*Work instruction*.
Using the data beneath this instruction, retype only the lines from the one that contains "<nav><a>Map</a><a>Layers</a><a>Share</a></nav>" down to the one that contains "King</b><p>Restaurant · Bruchwiesenstraße</p></div><em>100", both included, exactly as they appear.

#### Records shown ####

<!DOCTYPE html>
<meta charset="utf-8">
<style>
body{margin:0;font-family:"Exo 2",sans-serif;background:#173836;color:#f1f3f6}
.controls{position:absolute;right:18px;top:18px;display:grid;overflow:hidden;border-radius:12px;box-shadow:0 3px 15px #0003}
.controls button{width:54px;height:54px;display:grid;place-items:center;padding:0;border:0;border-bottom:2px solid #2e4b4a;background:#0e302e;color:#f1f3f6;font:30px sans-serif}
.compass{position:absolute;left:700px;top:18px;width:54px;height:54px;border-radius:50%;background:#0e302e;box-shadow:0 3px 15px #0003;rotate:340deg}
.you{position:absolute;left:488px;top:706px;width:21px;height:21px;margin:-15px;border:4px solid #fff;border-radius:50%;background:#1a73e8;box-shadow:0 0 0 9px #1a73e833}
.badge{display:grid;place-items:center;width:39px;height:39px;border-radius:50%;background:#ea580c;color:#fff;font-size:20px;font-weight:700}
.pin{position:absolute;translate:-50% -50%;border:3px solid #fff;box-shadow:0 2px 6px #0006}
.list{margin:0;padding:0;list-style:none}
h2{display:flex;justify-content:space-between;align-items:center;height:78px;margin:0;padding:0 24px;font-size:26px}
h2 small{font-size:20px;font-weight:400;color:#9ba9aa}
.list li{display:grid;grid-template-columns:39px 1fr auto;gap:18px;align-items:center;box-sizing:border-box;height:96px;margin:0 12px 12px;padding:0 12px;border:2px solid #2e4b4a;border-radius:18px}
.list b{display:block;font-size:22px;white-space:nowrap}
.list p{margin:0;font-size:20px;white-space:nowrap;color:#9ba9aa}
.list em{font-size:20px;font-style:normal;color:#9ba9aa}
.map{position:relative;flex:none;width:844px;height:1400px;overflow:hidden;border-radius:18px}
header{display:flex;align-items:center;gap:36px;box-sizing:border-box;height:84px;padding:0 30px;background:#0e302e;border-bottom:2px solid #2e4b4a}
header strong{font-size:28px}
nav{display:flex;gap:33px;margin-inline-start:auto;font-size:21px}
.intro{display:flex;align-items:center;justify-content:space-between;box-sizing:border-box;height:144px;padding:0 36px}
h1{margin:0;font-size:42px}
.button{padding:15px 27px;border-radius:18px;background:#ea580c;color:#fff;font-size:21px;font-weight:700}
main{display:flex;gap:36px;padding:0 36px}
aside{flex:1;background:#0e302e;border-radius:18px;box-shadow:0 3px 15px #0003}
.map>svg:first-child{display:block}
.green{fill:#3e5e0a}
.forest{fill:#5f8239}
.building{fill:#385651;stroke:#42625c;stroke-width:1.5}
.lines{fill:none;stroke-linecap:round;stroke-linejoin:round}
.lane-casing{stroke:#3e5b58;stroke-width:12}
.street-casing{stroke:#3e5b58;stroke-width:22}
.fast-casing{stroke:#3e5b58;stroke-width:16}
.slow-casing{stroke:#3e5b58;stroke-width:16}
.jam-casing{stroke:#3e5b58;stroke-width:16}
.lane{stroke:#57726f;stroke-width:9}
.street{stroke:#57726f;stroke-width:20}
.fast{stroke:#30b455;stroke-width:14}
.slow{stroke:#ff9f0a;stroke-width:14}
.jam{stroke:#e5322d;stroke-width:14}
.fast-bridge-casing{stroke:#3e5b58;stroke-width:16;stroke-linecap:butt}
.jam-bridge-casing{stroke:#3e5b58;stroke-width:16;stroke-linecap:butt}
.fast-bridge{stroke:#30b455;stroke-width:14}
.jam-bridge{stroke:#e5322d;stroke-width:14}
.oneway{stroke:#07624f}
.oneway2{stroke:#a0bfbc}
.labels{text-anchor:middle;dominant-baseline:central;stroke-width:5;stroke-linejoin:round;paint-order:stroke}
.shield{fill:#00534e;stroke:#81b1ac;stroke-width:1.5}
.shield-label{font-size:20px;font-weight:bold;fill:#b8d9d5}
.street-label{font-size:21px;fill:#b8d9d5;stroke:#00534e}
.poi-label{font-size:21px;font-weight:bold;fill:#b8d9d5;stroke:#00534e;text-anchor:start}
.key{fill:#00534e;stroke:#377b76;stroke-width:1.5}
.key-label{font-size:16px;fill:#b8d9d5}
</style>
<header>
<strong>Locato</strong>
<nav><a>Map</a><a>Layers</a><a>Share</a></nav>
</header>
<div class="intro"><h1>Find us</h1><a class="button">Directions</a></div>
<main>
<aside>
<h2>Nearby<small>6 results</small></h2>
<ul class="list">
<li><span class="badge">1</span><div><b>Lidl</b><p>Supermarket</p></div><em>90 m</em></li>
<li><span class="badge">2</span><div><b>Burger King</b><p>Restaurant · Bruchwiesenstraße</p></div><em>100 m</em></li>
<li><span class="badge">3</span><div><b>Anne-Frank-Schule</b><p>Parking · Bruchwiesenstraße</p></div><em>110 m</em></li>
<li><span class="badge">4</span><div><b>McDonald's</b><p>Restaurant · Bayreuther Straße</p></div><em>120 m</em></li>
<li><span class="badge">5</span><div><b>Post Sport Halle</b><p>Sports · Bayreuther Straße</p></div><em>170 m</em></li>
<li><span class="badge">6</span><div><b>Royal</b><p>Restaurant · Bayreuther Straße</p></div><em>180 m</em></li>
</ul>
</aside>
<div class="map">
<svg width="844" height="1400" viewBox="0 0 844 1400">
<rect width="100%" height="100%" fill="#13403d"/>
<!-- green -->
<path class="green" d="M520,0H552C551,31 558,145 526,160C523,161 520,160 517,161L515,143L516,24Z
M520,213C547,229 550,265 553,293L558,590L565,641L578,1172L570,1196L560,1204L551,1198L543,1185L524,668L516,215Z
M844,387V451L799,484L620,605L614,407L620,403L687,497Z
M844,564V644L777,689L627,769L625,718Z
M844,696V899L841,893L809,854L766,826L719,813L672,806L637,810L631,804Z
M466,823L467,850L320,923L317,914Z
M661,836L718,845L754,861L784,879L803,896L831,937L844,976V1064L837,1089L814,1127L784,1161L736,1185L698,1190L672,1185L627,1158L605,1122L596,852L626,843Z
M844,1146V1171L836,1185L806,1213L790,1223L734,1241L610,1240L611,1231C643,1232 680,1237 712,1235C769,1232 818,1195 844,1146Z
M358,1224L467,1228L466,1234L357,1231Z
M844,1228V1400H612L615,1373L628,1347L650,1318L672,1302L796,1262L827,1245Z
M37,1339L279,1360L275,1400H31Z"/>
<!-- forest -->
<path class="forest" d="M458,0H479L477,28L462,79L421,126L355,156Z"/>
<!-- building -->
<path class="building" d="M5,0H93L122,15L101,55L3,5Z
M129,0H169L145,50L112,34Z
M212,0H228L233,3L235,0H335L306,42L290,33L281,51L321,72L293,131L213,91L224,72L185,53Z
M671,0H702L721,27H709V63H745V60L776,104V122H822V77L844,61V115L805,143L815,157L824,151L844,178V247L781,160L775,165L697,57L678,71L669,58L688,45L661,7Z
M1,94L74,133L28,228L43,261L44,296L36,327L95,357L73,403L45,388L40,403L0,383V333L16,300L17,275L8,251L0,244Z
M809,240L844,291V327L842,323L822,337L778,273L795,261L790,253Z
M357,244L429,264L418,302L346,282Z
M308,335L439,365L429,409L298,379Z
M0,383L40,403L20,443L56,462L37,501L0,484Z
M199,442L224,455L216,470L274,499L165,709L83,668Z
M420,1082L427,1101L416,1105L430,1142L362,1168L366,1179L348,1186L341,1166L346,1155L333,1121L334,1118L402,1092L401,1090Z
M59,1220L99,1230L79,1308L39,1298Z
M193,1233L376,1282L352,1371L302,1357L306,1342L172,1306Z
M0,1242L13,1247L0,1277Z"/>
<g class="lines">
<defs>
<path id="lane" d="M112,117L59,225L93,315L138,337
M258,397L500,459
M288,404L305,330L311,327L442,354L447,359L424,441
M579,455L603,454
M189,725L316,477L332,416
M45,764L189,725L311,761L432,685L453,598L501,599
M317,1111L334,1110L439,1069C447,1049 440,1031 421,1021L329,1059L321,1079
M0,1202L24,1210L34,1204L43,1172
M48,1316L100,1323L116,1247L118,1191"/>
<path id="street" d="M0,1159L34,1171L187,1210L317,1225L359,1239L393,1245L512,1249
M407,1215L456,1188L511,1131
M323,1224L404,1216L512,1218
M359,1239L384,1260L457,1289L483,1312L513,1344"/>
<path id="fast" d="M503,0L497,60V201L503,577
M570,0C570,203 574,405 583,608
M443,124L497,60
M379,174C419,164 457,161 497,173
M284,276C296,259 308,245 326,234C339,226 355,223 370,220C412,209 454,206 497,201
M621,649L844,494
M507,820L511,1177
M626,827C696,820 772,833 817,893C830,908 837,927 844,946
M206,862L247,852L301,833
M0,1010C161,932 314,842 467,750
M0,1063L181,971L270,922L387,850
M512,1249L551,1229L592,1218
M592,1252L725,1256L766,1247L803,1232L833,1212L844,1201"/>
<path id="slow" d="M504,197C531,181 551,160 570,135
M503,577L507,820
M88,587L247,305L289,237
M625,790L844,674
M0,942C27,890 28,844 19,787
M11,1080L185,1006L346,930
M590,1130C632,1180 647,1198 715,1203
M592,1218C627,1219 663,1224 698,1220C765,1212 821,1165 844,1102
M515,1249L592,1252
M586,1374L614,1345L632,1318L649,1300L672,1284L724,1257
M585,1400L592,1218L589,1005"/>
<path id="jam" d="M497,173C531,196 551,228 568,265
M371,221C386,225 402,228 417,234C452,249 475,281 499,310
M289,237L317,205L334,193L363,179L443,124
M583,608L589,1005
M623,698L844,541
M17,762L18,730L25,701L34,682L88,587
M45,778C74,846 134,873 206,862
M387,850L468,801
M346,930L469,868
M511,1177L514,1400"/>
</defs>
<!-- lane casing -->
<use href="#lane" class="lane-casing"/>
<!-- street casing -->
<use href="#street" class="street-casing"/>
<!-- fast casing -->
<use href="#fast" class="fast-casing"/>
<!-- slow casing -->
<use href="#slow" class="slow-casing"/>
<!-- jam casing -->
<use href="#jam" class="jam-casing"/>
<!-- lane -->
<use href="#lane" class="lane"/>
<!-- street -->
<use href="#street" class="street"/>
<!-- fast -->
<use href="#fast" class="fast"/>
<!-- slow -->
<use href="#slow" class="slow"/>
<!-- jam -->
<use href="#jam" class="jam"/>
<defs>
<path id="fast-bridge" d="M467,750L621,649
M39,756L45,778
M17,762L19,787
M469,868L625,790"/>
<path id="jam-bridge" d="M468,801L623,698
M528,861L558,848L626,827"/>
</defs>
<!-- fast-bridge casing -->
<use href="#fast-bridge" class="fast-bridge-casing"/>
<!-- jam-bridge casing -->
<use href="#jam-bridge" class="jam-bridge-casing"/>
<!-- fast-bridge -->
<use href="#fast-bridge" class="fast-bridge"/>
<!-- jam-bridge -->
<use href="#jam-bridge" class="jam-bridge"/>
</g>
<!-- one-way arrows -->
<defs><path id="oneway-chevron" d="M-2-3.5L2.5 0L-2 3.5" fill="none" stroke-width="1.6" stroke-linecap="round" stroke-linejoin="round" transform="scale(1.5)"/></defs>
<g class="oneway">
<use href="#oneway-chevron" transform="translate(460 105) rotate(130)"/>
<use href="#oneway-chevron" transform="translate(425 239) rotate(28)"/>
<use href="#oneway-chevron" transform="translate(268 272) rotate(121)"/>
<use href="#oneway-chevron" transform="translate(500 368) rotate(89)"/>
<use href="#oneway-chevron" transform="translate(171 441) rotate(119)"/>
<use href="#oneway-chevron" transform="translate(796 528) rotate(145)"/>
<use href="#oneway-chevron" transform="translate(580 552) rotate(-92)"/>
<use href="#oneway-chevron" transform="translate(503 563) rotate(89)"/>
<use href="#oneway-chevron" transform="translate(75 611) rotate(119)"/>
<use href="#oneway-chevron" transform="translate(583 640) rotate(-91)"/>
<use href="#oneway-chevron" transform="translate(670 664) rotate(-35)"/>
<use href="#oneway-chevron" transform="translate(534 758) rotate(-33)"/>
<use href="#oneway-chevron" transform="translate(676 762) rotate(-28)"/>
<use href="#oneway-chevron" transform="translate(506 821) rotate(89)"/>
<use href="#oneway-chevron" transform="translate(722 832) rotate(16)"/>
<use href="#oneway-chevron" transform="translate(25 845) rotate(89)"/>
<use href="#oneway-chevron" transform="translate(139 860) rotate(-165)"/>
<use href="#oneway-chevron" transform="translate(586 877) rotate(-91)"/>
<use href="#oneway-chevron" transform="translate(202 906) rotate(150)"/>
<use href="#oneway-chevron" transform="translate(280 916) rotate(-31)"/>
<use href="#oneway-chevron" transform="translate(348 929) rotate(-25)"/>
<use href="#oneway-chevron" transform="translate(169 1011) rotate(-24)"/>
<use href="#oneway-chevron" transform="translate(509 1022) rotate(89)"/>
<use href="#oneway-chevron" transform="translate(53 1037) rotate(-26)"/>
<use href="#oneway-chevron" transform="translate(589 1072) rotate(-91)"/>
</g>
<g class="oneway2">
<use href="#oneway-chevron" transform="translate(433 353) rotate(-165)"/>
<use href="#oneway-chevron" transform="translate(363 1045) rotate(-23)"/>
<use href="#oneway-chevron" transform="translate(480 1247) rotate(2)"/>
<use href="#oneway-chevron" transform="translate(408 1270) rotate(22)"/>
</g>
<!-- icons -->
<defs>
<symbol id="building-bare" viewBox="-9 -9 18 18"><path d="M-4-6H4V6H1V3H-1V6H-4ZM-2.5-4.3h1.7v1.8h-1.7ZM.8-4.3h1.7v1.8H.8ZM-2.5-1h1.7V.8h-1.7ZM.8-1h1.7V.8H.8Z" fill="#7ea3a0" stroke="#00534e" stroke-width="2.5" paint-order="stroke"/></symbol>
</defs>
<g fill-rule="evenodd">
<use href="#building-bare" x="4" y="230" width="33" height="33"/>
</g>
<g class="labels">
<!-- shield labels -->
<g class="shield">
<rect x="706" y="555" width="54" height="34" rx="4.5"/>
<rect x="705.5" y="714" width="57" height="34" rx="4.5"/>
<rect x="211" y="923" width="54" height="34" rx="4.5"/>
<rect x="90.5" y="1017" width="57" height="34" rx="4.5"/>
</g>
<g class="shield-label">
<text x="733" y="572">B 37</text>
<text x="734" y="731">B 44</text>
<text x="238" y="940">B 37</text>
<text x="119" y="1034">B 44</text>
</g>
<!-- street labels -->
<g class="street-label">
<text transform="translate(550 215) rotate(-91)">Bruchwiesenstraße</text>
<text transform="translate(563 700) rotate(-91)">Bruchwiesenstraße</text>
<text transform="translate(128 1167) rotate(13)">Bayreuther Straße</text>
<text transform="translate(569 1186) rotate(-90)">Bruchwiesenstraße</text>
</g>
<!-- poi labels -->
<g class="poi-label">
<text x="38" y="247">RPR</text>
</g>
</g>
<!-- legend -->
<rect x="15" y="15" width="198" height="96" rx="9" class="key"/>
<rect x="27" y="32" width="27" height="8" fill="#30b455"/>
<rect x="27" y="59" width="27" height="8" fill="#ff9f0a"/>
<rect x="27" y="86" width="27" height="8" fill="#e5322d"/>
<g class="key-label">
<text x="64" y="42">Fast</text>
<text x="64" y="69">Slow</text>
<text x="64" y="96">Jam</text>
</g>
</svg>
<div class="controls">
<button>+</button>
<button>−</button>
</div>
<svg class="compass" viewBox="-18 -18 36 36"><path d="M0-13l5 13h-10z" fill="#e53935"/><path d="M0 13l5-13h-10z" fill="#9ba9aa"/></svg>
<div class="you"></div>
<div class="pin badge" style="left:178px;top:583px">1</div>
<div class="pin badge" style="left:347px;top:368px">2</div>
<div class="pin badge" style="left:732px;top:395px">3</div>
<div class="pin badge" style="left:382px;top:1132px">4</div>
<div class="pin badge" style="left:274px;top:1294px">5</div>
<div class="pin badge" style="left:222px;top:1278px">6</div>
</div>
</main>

####

*Written response*.
<nav><a>Map</a><a>Layers</a><a>Share</a></nav>
</header>
<div class="intro"><h1>Find us</h1><a class="button">Directions</a></div>
<main>
<aside>
<h2>Nearby<small>6 results</small></h2>
<ul class="list">
<li><span class="badge">1</span><div><b>Lidl</b><p>Supermarket</p></div><em>90 m</em></li>
<li><span class="badge">2</span><div><b>Burger King</b><p>Restaurant · Bruchwiesenstraße</p></div><em>100 m</em></li>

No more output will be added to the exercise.